This is a well-known fact for database experts, but I’ve noticed people are using the word Repeatable Read for describing exactly what it supposed to mean: Allow reading the same data multiple times. For example, if you are using snapshots for updating databases, write operations never modify the previous snapshots, so you can safely read the snapshots multiple times to obtain the same data set.
Unfortunately, the definition of Repeatable Read in ANSI SQL-92 standard doesn’t mean that repeatability. ANSI SQL-92 defines four transaction isolation levels: Read Uncommitted, Read Committed, Repeatable Read, and Serializable, and each of them is defined by using three types of possible anomaly states, called phenomena in the specification: P1 (Dirty Read), P2 (Non-repeatable or Fuzzy Read), and P3 (Phantom). The following table shows the correspondence between ANSI Isolation Levels and these anomaly states:
According to this definition, Repeatable Read might have P3 (Phantom) problem. OK. Let’s look at the definition of P3:
3) P3 ("Phantom"): SQL-transaction T1 reads the set of rows that satisfy some <search condition>. SQL-transaction T2 then executes SQL-statements that generate one or more rows that satisfy the <search condition> used by SQL-transaction T1. If SQL-transaction T1 then repeats the initial read with the same <search condition>, it obtains a different collection of rows.
What? Repeatable Read will see a different collection of rows? ANSI Repeatable Read allows P3 (Phantom), but the definition of P3 explicitly states transaction T1 might not read the same data set in the second search. It’s clearly not repeatable!
This is actually an unfortunate choice of the word in SQL-92. I guess the initial assumption at that time (1990s) was that DBMSs keep holding read locks during a transaction so reading the same data should be possible for almost all cases, unless the other transaction inserts or deletes the records that match the condition used in the search. To protect the search result, the DBMS must take a predicate lock for the search condition and prohibit any insertions and deletions of records that will match the predicate. In general, managing predicate locks is expensive because we need to check the conflicts of all existing predicates. If we define this as repeatable read, the transaction protocol becomes completely serializable, so there is no practical reason to have Repeatable Read as a separate isolation level.

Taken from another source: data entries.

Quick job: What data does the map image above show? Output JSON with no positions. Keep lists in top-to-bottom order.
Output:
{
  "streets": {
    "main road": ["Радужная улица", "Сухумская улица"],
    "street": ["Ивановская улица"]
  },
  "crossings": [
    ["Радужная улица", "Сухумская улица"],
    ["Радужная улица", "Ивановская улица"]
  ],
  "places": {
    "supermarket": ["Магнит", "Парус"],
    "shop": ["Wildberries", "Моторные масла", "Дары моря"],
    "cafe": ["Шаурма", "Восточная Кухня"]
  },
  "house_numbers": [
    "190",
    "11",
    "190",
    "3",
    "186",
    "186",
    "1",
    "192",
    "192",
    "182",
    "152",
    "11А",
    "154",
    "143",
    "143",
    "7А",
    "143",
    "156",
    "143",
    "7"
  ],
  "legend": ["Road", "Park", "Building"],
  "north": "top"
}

The ANSI SQL-92 specification written in plain English has its own problems. A paper, A Critique of ANSI SQL Isolation Levels (SIGMOD 1995), redefined these anomalies in SQL-92 more precisely, and added missing anomaly states in SQL-92, such as Dirty Write, Read Skew, Write Skew, etc. The following table shows the redefined isolation levels:
A Critique of ANSI SQL Isolation Levels
A Critique of ANSI SQL Isolation Levels - Berenson et al. 1995 udpate: 2 minor corrections in the section on A5A per…
A confusing part is Repeatable Read and Snapshot Isolation are incomparable because each of them has its own anomaly; Repeatable Read cannot protect Phantom, but Snapshot Isolation cannot protect Write Skew and Phantom in some cases.

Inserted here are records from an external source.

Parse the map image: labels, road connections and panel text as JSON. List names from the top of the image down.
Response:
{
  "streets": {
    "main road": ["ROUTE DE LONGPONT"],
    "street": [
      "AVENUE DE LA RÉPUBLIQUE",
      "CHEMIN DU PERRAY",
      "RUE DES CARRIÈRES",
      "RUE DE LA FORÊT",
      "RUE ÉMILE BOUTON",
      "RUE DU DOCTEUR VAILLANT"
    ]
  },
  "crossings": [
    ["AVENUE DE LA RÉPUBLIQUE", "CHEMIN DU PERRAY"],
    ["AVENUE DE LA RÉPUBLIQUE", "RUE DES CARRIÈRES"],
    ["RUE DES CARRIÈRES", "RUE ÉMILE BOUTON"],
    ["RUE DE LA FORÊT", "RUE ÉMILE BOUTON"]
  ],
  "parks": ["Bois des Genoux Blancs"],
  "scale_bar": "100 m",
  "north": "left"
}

Write Skew can happen if two transactions T1 and T2 read different data, say X, Y, and write to Y, X respectively. If T1 and T2 read X and Y at the same time (by using snapshots) and write Y and X, we cannot define any serial order between T1 and T2. It also can be written like this:
- A5B (Write Skew): r1[X]…r2[Y]…w1[Y]…w2[X]…(c1 and c2 occur)
In this case, T1 writes Y (creates Y1), but to have a serialization order T1 -> T2, r2[Y] should have read Y1. So write skew causes non-serializable transactions.
A good news is Snapshot Isolation can be implemented in a serializable manner (TODS 2005), and its follow-up work, Serializable Snapshot Isolation (SSI) protocol took the best paper award in SIGMOD 2008. One of its implementations is already available in PostgreSQL (VLDB2012). So even if people say snapshot isolation, sometimes it means non-serializable one with phantom and write skew problems, but sometimes it’s truly serializable.
- Never use the word “repeatable read” because ANSI SQL-92’s definition contains self-contradiction. If you are using snapshot isolation, it’s better to say that you can read previous snapshots, instead of saying that the read is repeatable.